> **About this exercise**:
Exact retyping of the data: please keep every word and drop each picture.

—————

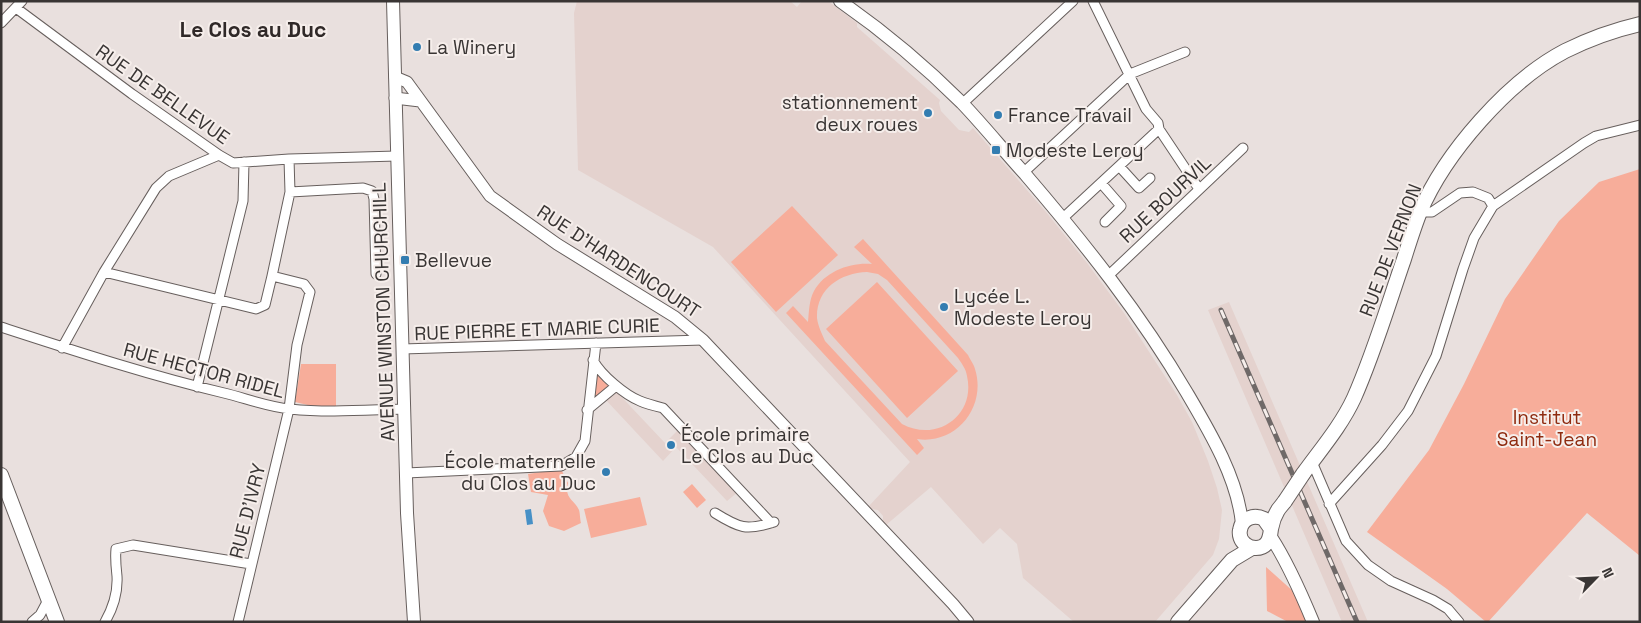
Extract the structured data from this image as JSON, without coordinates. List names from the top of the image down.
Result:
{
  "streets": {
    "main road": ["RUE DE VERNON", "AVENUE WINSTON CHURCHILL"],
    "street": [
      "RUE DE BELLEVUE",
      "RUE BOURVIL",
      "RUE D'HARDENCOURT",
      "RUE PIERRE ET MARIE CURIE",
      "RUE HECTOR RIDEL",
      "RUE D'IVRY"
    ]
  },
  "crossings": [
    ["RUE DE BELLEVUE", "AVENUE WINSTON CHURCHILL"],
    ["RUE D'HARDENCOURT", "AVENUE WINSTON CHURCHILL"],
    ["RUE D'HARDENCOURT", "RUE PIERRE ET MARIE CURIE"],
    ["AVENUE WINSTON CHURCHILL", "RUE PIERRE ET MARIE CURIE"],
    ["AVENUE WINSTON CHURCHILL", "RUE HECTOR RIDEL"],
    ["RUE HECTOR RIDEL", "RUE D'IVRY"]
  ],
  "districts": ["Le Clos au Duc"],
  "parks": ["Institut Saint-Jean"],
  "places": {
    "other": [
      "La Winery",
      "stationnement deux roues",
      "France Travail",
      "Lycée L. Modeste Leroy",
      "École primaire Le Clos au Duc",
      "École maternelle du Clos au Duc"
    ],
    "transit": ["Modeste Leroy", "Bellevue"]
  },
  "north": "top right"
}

—————

> **Exercise response**:
Extract the structured data from this image as JSON, without coordinates. List names from the top of the image down.
Result:
{
  "streets": {
    "main road": ["RUE DE VERNON", "AVENUE WINSTON CHURCHILL"],
    "street": [
      "RUE DE BELLEVUE",
      "RUE BOURVIL",
      "RUE D'HARDENCOURT",
      "RUE PIERRE ET MARIE CURIE",
      "RUE HECTOR RIDEL",
      "RUE D'IVRY"
    ]
  },
  "crossings": [
    ["RUE DE BELLEVUE", "AVENUE WINSTON CHURCHILL"],
    ["RUE D'HARDENCOURT", "AVENUE WINSTON CHURCHILL"],
    ["RUE D'HARDENCOURT", "RUE PIERRE ET MARIE CURIE"],
    ["AVENUE WINSTON CHURCHILL", "RUE PIERRE ET MARIE CURIE"],
    ["AVENUE WINSTON CHURCHILL", "RUE HECTOR RIDEL"],
    ["RUE HECTOR RIDEL", "RUE D'IVRY"]
  ],
  "districts": ["Le Clos au Duc"],
  "parks": ["Institut Saint-Jean"],
  "places": {
    "other": [
      "La Winery",
      "stationnement deux roues",
      "France Travail",
      "Lycée L. Modeste Leroy",
      "École primaire Le Clos au Duc",
      "École maternelle du Clos au Duc"
    ],
    "transit": ["Modeste Leroy", "Bellevue"]
  },
  "north": "top right"
}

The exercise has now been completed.